Через пять минут, отпустив его руку, она произнесла тихо:
– Да уж, о таком и захочешь, да не расскажешь…
– И что меня ждет?
Она помолчала.
– Война, Николай Степанович…
Громко ударил дверной звонок. Гаврилов шагнул было к двери, но Николай Степанович отстранил его: сам.

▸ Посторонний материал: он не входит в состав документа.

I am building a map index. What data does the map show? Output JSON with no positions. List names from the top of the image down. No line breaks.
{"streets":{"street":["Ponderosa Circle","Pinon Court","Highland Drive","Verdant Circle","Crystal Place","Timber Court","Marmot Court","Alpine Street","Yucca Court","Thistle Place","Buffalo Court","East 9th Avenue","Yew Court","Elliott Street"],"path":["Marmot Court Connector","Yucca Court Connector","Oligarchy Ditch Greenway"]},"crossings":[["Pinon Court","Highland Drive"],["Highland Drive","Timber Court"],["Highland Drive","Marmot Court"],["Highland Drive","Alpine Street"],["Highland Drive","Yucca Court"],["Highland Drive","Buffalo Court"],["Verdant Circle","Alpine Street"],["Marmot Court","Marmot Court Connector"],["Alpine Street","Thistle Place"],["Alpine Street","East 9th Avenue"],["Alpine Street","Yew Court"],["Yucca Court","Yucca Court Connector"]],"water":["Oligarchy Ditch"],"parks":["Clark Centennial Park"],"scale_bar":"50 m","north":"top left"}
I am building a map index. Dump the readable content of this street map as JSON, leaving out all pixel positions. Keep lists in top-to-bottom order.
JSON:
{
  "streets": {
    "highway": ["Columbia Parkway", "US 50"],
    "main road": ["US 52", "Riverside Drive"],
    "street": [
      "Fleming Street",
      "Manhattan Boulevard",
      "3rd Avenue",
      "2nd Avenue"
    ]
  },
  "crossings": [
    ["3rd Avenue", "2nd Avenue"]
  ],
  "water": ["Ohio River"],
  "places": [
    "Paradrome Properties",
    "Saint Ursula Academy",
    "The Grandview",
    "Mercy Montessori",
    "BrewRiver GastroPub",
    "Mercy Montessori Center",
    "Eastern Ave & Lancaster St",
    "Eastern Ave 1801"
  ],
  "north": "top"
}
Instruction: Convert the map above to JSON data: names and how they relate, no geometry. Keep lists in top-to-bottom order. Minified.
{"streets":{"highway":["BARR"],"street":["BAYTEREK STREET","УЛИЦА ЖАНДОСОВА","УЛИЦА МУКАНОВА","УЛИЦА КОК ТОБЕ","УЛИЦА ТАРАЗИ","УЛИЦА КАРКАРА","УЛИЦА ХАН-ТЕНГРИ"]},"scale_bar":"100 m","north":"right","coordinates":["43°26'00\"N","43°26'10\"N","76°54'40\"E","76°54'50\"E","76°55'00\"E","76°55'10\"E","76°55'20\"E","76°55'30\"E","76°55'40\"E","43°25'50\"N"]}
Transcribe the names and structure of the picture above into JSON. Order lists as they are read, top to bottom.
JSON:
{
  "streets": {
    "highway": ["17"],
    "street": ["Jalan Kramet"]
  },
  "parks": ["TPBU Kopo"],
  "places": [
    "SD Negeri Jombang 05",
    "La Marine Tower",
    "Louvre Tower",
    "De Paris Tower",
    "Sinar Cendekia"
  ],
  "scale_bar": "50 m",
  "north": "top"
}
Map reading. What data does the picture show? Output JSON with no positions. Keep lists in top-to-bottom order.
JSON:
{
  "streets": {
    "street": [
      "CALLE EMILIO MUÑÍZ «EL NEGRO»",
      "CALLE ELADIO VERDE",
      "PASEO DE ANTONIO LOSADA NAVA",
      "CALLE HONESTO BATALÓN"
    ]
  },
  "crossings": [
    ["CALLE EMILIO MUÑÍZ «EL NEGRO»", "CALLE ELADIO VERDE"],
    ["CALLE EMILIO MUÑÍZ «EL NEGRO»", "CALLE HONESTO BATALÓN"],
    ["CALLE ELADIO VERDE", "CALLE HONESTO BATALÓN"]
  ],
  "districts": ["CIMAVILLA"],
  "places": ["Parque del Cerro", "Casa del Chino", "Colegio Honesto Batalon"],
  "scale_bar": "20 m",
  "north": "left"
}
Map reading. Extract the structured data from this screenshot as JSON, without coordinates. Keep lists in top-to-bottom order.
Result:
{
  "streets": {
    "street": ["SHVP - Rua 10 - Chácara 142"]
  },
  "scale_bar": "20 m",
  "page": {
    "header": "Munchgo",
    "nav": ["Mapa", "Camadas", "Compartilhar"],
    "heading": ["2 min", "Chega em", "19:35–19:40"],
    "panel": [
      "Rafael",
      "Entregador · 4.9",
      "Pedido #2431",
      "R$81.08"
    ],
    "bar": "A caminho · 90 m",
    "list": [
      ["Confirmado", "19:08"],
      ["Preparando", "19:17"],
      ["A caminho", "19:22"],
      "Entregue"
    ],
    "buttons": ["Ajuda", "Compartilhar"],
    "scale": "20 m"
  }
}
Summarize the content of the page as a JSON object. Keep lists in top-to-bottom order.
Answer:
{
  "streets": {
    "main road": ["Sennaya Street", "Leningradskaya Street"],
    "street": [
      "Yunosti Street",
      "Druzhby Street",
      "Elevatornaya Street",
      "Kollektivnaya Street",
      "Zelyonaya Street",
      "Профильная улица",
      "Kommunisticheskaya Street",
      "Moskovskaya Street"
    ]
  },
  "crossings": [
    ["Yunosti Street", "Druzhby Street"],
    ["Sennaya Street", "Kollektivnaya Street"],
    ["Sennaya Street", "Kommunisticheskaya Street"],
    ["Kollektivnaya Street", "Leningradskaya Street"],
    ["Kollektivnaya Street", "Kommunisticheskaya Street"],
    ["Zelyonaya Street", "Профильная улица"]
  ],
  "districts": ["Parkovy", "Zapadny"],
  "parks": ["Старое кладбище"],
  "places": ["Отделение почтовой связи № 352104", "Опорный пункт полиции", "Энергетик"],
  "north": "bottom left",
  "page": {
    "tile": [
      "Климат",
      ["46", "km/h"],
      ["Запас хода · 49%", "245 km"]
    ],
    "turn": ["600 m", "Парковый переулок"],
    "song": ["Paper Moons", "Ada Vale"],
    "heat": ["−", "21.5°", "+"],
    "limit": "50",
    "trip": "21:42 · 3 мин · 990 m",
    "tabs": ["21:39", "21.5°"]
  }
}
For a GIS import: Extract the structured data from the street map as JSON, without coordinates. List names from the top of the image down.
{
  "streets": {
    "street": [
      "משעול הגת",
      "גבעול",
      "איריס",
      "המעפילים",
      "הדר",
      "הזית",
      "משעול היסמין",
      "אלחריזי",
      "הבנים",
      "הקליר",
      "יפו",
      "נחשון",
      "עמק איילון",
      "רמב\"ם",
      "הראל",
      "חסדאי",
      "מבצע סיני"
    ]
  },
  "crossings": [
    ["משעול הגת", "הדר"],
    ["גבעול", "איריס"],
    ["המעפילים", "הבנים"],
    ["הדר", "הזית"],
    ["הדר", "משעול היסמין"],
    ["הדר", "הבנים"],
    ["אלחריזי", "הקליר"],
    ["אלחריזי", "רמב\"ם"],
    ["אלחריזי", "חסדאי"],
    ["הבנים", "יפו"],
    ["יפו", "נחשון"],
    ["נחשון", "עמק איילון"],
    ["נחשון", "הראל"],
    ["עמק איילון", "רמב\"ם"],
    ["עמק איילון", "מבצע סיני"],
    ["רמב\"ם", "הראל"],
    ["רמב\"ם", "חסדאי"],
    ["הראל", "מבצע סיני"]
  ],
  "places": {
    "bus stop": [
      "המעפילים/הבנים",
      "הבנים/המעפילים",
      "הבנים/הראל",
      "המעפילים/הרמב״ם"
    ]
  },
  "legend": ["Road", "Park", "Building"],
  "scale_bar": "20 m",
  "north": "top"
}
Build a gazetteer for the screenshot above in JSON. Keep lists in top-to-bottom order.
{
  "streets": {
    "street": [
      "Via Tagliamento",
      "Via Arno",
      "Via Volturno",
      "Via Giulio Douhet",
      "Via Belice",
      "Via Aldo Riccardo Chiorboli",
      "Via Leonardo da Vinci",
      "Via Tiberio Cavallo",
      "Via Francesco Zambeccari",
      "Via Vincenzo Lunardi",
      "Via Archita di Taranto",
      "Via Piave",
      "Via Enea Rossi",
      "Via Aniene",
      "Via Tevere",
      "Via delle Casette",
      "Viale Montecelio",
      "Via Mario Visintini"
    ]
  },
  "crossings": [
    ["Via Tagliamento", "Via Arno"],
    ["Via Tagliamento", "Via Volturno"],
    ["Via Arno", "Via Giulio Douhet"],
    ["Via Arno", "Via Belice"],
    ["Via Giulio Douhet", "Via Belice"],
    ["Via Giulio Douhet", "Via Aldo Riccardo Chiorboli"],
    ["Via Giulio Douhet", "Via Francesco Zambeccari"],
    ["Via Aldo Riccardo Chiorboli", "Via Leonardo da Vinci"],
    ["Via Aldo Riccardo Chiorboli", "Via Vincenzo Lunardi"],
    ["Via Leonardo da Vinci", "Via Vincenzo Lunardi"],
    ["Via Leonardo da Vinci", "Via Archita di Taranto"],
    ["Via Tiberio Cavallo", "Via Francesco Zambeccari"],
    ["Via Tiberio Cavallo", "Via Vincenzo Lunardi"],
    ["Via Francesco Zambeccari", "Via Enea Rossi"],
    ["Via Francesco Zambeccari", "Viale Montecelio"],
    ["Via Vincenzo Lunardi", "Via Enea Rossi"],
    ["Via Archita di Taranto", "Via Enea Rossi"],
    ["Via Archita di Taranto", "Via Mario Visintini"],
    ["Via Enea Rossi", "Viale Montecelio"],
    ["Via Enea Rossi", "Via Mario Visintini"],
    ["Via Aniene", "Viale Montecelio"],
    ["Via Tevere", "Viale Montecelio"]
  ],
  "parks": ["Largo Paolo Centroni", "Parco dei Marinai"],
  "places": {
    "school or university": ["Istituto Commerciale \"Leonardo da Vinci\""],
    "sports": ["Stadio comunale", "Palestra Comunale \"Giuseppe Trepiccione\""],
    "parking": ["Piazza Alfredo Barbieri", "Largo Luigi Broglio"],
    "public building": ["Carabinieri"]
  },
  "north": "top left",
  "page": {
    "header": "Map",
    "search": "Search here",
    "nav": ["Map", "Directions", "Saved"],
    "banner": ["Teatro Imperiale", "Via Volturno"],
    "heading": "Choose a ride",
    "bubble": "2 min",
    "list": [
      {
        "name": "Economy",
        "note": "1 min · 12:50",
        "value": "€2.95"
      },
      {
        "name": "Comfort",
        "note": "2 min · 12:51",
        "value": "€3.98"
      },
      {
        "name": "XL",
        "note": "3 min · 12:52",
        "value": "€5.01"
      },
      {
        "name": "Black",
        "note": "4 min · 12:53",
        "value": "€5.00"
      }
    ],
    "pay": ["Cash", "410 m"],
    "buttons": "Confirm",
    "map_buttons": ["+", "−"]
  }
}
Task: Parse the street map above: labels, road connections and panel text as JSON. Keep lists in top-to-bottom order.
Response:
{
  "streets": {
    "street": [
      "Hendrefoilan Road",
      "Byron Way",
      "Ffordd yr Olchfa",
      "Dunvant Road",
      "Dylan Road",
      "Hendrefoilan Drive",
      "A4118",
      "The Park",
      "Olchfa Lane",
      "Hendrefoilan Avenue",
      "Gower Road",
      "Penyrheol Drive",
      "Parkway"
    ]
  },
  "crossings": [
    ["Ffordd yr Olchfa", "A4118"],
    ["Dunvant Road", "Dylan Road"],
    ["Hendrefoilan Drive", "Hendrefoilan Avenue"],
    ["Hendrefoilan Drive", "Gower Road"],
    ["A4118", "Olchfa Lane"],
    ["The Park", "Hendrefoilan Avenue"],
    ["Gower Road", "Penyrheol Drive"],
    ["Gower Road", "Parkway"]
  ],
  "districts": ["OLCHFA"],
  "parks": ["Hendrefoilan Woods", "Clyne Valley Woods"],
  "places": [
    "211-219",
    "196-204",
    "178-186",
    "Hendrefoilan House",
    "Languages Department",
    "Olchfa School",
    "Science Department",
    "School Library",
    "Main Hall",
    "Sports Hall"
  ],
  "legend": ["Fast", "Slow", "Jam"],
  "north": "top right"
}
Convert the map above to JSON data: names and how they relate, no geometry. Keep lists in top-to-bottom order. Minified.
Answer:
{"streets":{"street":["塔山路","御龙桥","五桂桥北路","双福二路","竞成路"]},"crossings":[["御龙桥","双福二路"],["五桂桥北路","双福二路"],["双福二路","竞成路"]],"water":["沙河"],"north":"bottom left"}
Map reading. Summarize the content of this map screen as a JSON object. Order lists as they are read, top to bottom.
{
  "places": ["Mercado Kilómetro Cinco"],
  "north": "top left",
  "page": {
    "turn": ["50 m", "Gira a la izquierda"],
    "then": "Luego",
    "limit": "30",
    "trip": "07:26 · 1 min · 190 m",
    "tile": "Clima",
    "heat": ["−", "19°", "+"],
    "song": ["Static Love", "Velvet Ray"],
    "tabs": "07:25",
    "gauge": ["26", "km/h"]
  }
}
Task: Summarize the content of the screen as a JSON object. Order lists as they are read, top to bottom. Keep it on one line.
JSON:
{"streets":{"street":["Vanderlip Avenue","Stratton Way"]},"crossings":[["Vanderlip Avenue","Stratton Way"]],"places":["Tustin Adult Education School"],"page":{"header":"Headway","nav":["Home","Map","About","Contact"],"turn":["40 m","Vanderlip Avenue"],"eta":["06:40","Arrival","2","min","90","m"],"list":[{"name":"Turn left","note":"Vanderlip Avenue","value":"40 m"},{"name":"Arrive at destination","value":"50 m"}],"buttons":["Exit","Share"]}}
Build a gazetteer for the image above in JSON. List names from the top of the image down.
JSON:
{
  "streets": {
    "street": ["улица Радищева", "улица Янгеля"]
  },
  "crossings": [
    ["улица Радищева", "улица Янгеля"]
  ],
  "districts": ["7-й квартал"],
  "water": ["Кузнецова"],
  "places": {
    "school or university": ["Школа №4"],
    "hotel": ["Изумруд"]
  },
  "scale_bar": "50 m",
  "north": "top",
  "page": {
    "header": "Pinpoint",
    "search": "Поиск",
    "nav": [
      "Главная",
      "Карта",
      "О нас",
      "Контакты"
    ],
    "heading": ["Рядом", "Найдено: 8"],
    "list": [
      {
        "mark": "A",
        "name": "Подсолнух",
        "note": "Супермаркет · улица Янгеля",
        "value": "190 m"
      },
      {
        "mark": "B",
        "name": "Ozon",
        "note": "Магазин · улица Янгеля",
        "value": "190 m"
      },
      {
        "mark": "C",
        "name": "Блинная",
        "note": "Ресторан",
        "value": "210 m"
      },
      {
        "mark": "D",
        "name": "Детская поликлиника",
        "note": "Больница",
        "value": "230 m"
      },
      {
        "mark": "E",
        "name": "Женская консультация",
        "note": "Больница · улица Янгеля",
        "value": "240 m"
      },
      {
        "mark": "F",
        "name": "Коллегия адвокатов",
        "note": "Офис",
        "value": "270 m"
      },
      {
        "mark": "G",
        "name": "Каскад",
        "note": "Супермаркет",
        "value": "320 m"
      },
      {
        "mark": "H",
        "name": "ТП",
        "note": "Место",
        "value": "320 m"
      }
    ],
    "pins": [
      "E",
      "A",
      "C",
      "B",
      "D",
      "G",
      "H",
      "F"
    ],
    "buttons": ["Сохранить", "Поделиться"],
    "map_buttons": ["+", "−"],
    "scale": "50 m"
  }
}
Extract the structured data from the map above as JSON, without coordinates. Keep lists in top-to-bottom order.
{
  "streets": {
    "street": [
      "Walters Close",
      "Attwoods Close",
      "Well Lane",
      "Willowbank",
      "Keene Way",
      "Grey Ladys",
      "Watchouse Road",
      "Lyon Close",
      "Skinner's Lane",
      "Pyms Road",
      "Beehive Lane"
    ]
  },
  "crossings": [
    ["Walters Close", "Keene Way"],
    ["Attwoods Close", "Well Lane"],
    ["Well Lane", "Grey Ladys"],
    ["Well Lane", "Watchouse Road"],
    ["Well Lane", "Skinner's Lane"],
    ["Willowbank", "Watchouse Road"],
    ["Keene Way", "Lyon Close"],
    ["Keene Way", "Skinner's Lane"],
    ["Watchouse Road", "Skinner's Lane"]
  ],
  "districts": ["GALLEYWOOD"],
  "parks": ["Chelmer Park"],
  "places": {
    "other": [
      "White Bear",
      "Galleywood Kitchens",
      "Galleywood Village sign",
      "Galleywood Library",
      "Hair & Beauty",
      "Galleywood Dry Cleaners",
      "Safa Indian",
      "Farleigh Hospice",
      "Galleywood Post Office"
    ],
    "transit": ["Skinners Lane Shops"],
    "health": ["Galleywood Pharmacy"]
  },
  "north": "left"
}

За дверью стояли Коминт с бутылками и очень задумчивый Гусар.
– Итальянская мутотень, – с отвращением сказал артист Донателло. – И больше ничего. И как вы живете?..
– Озверели вы там, в вашей Москве, – сказала Аннушка, принимая покупку.
– Ну нельзя же это пить! – воскликнул Коминт. – Но пьем…– добавил он с сожалением. – А что делать?
Делать в такой ситуации и вправду было нечего.
– Чего вы такие смурные пришли? – спросил Илья.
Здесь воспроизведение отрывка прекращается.